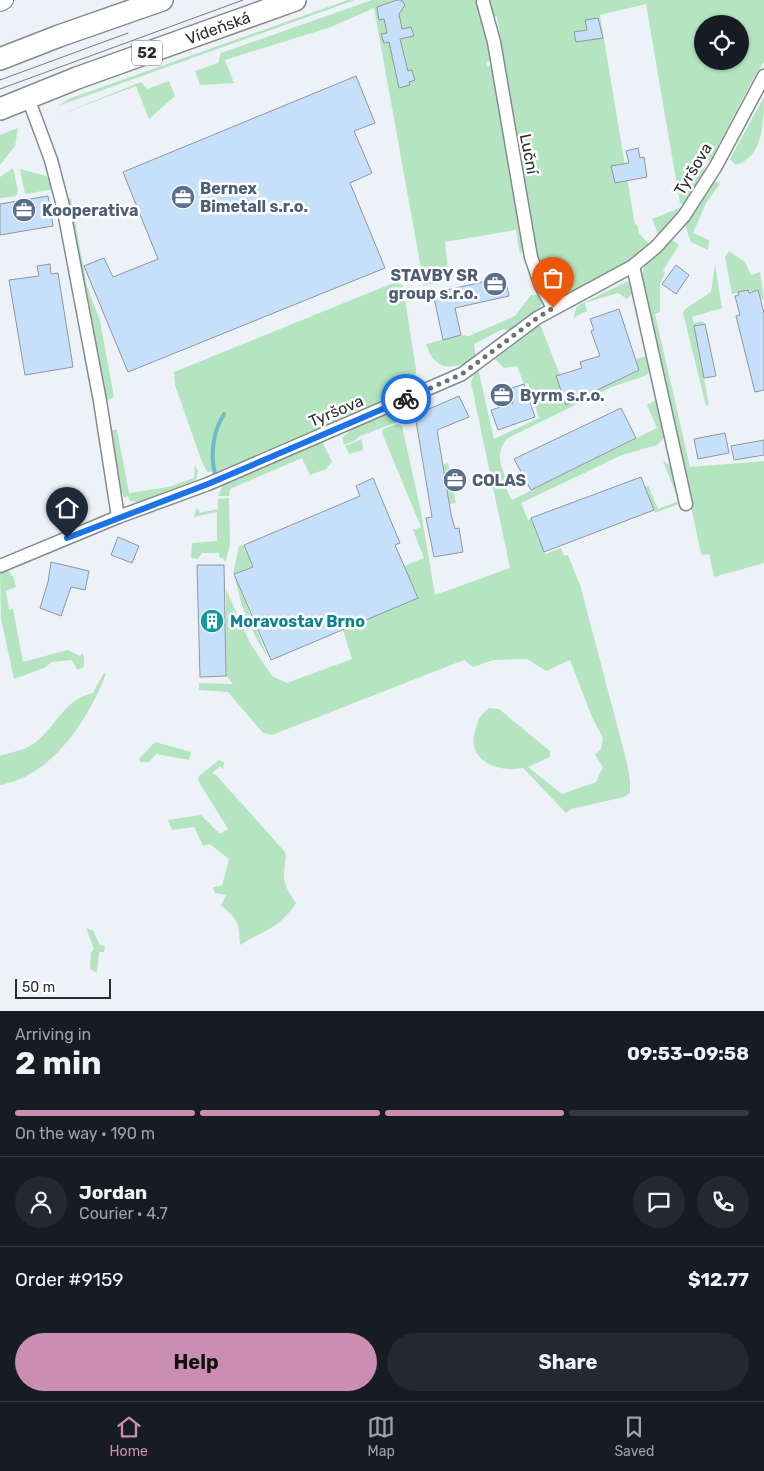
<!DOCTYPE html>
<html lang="en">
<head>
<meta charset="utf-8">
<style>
	body { margin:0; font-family:Rubik,sans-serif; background:#242831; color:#f1f3f6; height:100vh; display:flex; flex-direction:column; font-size:19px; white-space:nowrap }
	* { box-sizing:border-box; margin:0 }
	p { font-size:16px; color:#9ea1a6 }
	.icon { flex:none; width:28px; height:28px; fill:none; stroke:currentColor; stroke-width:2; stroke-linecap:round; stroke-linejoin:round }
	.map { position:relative; height:1011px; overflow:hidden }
	.details { display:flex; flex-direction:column; background:#171b24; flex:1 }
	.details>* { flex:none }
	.buttons { position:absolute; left:694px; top:15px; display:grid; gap:10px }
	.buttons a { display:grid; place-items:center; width:55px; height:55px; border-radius:50%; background:#171b24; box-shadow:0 1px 4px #0004; font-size:25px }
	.scale { position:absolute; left:15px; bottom:12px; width:96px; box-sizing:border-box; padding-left:5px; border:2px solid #2a2c2e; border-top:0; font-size:14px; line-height:18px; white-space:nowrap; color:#2a2c2e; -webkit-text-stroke:4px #fff; paint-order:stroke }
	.pin { position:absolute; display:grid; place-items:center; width:42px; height:42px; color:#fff; margin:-51px -21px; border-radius:50% 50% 50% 0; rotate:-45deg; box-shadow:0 0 5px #0007 }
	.pin .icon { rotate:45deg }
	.courier { position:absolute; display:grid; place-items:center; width:50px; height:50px; margin:-25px; border:4px solid #1a73e8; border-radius:50%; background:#fff; color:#222; box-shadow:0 1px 6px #0007 }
	.headline em { font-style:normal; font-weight:700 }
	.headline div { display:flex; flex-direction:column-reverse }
	.headline { display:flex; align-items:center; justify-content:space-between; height:85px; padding:0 15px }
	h1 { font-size:32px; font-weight:700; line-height:38px }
	.bar { display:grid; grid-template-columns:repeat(4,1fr); gap:8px 5px; align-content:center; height:60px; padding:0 15px }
	.bar i { height:6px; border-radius:4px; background:#363941 }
	.bar .on { background:#cb8db2 }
	.bar p { grid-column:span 4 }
	.line { display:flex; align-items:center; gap:12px; padding:0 15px; border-top:1px solid #363941 }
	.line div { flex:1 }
	.round { display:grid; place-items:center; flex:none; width:52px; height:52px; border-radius:26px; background:#242831 }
	.primary-button { display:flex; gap:10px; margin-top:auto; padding:10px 15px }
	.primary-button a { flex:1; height:58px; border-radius:30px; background:#cb8db2; color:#111; font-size:20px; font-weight:700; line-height:58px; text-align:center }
	.primary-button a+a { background:#242831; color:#f1f3f6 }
	.tab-bar { display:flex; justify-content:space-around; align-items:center; height:70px; border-top:1px solid #363941; background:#171b24; font-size:14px; color:#9ea1a6 }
	.tab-bar a { display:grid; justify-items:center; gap:2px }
	.tab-bar .on { color:#cb8db2 }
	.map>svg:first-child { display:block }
	.green { fill:#b4e5c0; fill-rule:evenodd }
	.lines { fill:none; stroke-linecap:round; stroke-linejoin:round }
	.stream { stroke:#6dbccb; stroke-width:4 }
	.building { fill:#c6e0fc; stroke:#91969c }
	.street-casing { stroke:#868b91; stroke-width:15 }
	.secondary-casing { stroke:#868b91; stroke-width:20 }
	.highway-casing { stroke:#868b91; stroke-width:24 }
	.street { stroke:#fff; stroke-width:12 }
	.secondary { stroke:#fff; stroke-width:18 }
	.highway { stroke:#fff; stroke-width:21 }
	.tram { stroke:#787c80; stroke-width:1 }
	.done { stroke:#6e7175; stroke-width:5; stroke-dasharray:0 9 }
	.route { stroke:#1a73e8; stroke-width:6 }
	.labels { text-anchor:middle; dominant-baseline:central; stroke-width:5; stroke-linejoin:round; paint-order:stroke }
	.shield { fill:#fff; stroke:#6a6b6d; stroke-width:1 }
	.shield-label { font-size:15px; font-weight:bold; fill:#2a2c2e }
	.street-label { font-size:16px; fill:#2a2c2e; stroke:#fff }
	.service-label { font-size:16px; font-weight:bold; fill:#4e5e75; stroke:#fff; text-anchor:start }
	.culture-label { font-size:16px; font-weight:bold; fill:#0d838f; stroke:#fff; text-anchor:start }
</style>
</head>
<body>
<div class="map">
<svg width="764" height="1011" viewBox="0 0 764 1011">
	<rect width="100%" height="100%" fill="#ecf2f8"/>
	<g class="green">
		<path d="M 348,0 L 355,0 L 58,106 L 71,98 Z"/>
		<path d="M 372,0 L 764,0 L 764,62 L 754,77 L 710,161 L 702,159 L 704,171 L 684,205 L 680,203 L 646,4 L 600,15 L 635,225 L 637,224 L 639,233 L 649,244 C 636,260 580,293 560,298 C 547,293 543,275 539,263 L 497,44 L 501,43 L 497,17 L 491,16 L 494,60 L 486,62 L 487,66 L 495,66 L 523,246 L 520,255 L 516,230 L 445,242 L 449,281 L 424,285 L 374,8 L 331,27 L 225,60 L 234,83 L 200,85 L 195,71 L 218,63 L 221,53 ZM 702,24 L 740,24 L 740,61 L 702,61 Z"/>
		<path d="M 169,81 L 175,96 L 149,119 L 136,86 L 54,117 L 141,82 L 147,89 Z"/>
		<path d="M 764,97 C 764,122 763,158 735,165 L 730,159 Z"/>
		<path d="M 18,128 L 15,146 L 0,165 L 0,135 Z"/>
		<path d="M 13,168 L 18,191 L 16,196 L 0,198 L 0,177 Z"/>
		<path d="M 20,169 L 46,176 L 54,189 L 25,194 Z"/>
		<path d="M 713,180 L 720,184 L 706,203 L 693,233 L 709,240 L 708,250 L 691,242 L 685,225 Z"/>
		<path d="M 69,189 L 87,286 L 100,321 L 114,397 L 105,401 L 110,430 L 117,430 L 129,493 L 168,487 L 194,478 L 195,465 L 198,471 L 196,480 L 138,502 L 130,501 L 128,496 L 124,498 L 118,482 L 81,267 L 65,200 L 71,198 Z"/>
		<path d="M 682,207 L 660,234 L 658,234 L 652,219 Z"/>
		<path d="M 672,240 L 679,245 L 663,270 L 665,273 L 660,284 L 660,312 L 655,314 L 690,467 L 764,461 L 764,563 L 714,577 L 709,554 L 703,555 L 701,553 L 641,277 L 645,265 Z"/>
		<path d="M 729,251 L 745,262 L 751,275 L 760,272 L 764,299 L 761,300 L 758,290 L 732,294 L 725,257 Z"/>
		<path d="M 715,264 L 722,308 L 692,317 L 694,323 L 703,321 L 704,324 L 694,326 L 709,405 L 706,406 L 683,313 L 685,309 L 711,292 Z"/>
		<path d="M 628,281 L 632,294 L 627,299 L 618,293 L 585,303 L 587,311 L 573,318 L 577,306 Z"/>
		<path d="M 396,282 L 403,286 L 416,369 L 415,382 L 409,390 L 218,471 L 207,472 L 202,462 L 175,385 L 174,372 Z"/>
		<path d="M 531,295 L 540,295 L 542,304 L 540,308 L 510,331 L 503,329 L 474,344 L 476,357 C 455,370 435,373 426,344 L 461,335 L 469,336 L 515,316 Z"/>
		<path d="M 540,324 L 560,375 L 556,376 L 566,405 L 639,370 L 636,359 L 647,356 L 651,370 L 645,376 L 612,387 L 508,438 C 493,453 502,470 510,487 L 506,489 L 512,500 L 657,428 L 647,405 L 658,399 L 666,436 L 657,445 L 622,455 L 521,503 L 528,520 L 531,519 L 545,554 L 561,548 L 564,556 L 568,555 L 581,588 L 627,763 L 630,781 L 630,793 L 624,797 L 571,809 L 566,813 L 523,768 C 499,773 466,761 475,731 C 478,720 480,715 489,708 L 499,709 L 550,751 L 550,757 L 528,767 L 562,794 L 596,782 L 603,767 L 595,755 L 601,749 L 603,738 L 592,717 L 570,660 L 546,671 L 527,659 L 493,660 L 473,667 L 464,660 L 272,735 L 263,733 L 228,692 L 199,690 L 199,683 L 233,684 L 226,676 L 226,589 L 250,643 L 272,676 L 287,683 L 352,659 L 343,630 L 418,598 L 404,566 L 424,558 L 413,530 L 421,527 L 382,433 L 383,429 L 398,424 L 402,426 L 421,512 L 435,595 L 510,568 L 471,383 L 474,373 L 478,368 L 494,439 L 539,418 L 528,383 L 524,384 L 517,366 L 504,368 L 494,358 L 507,348 L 510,349 L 511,345 Z"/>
		<path d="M 406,405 L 408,418 L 360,436 L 354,441 L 344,445 L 342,438 L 353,428 Z"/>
		<path d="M 362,439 L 363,450 L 349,454 L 345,446 Z"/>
		<path d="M 322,441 L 332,462 L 326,469 L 310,475 L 302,458 L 230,489 L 229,496 L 218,496 L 224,483 Z"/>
		<path d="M 663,461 L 671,466 L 681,503 L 655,513 L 645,487 L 648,486 L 644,476 L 658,509 L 679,501 Z"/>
		<path d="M 448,463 L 456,503 L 450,504 L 443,465 Z"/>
		<path d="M 229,498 L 230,545 L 225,563 L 223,558 L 220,558 L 219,553 L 202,553 L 198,559 L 191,558 L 192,543 L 217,541 L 217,512 L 194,517 L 197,507 L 200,513 L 218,509 L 218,499 Z"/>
		<path d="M 243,545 L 253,566 L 233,574 L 239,546 Z"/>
		<path d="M 7,569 L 14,578 L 16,587 L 6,591 L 9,610 L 13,608 L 23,662 L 68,650 L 80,656 L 82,653 L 84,656 L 84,667 L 77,670 L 72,660 L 52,662 L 44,668 L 14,679 L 1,619 L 0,572 Z"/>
		<path d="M 235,577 L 268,658 C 252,633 240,606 235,577 Z"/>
		<path d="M 104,673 L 106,674 C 88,720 52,776 0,785 L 0,756 C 11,752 27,750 36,742 C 56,726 66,698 93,693 Z"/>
		<path d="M 155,742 L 191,752 L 189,760 L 156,754 L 149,762 L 141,762 L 139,759 Z"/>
		<path d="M 219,760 L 224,763 L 223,769 L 220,766 L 212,773 L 217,776 L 285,852 C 287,860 284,864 284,872 C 283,884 289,893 296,903 C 279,929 264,930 240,945 C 238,920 240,923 221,905 L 226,895 L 215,893 L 213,887 L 222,886 L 229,859 L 210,844 L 203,846 L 194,827 L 172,830 L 168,820 L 201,815 L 220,834 L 228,829 L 199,782 L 198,777 Z"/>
		<path d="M 86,928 L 93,931 L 100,945 L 105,946 L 104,952 L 99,952 L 97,973 L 90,969 L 91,952 L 94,949 Z"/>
	</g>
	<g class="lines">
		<path class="stream" d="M 215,474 C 210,455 213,431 224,414"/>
	</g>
	<g class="building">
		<path d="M 397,0 L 401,0 L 405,5 L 399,14 L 402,29 L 411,27 L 414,36 L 400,39 L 408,71 L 412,70 L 415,80 L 409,82 L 410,85 L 399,88 L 389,42 L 384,43 L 381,34 L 387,33 L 384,19 L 379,20 L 377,7 Z"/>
		<path d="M 598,18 L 603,38 L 576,42 L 574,32 L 587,30 L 585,20 Z"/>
		<path d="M 356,76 L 375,123 L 354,131 L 372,173 L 350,183 L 385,268 L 128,372 L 84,266 L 104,258 L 113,277 L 158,259 L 123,172 Z"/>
		<path d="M 638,148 L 640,158 L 644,157 L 647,177 L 615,183 L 611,166 L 629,163 L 626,151 Z"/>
		<path d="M 48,196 L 53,226 L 0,235 L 0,204 Z"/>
		<path d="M 50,264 L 51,274 L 58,273 L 73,367 L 25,375 L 9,280 L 39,276 L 37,266 Z"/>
		<path d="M 676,265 L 689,275 L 676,294 L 662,284 Z"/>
		<path d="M 505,277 L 509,296 L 455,308 L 461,335 L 443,340 L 433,293 Z"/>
		<path d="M 748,290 L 749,293 L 758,290 L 764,313 L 764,390 L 755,392 L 736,316 L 740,315 L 735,296 L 739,295 L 738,292 Z"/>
		<path d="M 619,309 L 639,370 L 566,405 L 556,376 L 582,368 L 580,362 L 600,356 L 591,331 L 594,330 L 590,319 Z"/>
		<path d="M 705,324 L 716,376 L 704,378 L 694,326 Z"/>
		<path d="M 524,384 L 535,417 L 498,430 L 491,410 L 513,403 L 509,389 Z"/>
		<path d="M 459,396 L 469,417 L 437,430 L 451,514 L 455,529 L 459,528 L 463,552 L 434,557 L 426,518 L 432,517 L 415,415 Z"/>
		<path d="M 621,408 L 636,438 L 531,490 L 514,459 Z"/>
		<path d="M 725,433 L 729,453 L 698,459 L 694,439 Z"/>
		<path d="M 764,440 L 764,455 L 734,460 L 731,446 Z"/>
		<path d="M 641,477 L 654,510 L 544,552 L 531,518 Z"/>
		<path d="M 373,478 L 400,543 L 395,545 L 418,598 L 271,660 L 234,574 L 253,567 L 244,545 L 360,496 L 356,486 Z"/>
		<path d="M 118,537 L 139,546 L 132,563 L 111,555 Z"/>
		<path d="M 51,562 L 89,571 L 85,590 L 71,587 L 61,616 L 40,608 L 48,582 Z"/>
		<path d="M 197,565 L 224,565 L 226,676 L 200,677 Z"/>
	</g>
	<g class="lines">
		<g class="street-casing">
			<g id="street">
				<path d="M 483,2 L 494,42 L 531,257 L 541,286 L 553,308"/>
				<path d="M 28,98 L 51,160 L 63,206 L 100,401 L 118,517"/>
				<path d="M 633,266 L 686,504"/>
				<path d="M 0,566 L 118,517 L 208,484 L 462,374 L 537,318 L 633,266 L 656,247 L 684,216 L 716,166 L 764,76"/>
			</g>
		</g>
		<g class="secondary-casing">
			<path id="secondary" d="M 0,2 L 4,0"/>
		</g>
		<g class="highway-casing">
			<g id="highway">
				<path d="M 0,59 L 59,36 L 162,0"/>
				<path d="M 0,109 L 77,78 L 295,0"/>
			</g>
		</g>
		<use href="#street" class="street"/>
		<use href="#secondary" class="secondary"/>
		<use href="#highway" class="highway"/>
		<g class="tram">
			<path d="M 0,80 L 128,33"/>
			<path d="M 0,89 L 243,0"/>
		</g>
	</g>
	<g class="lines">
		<path class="done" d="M 406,399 L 462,374 L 537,318 L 553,308"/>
		<path class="route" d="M 67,538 L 208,484 L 406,399"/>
	</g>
	<defs>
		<g id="office-disc" transform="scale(1.25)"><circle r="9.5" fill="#5c6f8a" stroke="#fff"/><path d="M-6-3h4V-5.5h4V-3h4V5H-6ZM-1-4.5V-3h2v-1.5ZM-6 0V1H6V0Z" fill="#fff"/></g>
		<g id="building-disc" transform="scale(1.25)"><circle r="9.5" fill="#0f9aa8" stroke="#fff"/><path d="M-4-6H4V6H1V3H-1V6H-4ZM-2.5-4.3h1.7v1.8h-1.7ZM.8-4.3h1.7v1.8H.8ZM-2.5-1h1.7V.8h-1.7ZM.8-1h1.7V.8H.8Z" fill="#fff"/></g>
	</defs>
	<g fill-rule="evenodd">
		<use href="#office-disc" x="183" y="197"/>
		<use href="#office-disc" x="24" y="210"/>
		<use href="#office-disc" x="495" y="284"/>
		<use href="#office-disc" x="502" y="395"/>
		<use href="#office-disc" x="455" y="480"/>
		<use href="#building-disc" x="212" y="621"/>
	</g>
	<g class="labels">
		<rect class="shield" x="132" y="40.5" width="30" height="25" rx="4"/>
		<g class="shield-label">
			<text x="147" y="53">52</text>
		</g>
		<g class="street-label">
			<text transform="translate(218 28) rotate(-20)">Vídeňská</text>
			<text transform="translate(529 154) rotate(79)">Luční</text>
			<text transform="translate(693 169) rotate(-59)">Tyršova</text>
			<text transform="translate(336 411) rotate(-23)">Tyršova</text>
		</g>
		<g class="service-label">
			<text x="200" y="188">Bernex<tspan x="200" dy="18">Bimetall s.r.o.</tspan></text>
			<text x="42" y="210">Kooperativa</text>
			<text x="478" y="275" text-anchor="end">STAVBY SR<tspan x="478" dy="18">group s.r.o.</tspan></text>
			<text x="520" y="395">Byrm s.r.o.</text>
			<text x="472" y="480">COLAS</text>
		</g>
		<g class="culture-label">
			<text x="230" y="621">Moravostav Brno</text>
		</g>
	</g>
</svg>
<div class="buttons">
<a><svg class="icon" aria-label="locate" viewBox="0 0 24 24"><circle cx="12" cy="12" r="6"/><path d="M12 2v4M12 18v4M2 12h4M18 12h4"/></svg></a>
</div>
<div class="scale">50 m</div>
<div class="pin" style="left:553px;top:308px;background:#ea580c"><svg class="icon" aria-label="bag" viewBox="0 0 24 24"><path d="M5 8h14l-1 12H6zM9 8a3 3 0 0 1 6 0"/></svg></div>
<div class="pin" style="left:67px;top:538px;background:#1f2937"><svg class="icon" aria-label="home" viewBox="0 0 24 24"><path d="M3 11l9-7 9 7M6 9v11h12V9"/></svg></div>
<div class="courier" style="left:406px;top:399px"><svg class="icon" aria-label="bike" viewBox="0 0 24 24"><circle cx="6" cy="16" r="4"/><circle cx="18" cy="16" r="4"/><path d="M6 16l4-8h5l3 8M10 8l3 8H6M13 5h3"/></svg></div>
</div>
<section class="details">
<div class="headline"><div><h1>2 min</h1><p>Arriving in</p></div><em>09:53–09:58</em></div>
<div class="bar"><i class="on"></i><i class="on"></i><i class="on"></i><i></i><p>On the way · 190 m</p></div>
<div class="line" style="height:90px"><a class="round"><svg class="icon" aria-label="person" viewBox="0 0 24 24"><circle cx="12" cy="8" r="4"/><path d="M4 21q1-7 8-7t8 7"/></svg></a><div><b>Jordan</b><p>Courier · 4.7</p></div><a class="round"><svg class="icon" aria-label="chat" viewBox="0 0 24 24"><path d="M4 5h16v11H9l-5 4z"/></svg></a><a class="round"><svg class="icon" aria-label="phone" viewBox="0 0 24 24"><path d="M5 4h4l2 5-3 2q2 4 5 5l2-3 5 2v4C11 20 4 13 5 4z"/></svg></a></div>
<div class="line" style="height:65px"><div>Order #9159</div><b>$12.77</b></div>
<div class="primary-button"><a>Help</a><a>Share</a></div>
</section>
<nav class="tab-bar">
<a class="on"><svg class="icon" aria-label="home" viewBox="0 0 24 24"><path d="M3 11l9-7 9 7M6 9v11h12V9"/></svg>Home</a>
<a><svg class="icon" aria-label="map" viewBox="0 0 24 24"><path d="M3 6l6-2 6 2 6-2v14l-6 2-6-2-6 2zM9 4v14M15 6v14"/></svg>Map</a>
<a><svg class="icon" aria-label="saved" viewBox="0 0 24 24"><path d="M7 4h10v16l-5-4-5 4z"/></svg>Saved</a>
</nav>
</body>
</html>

__________

== What to do ==
Among the lines above, count those that hold the word "buttons" and give only the count.

== Written response ==
3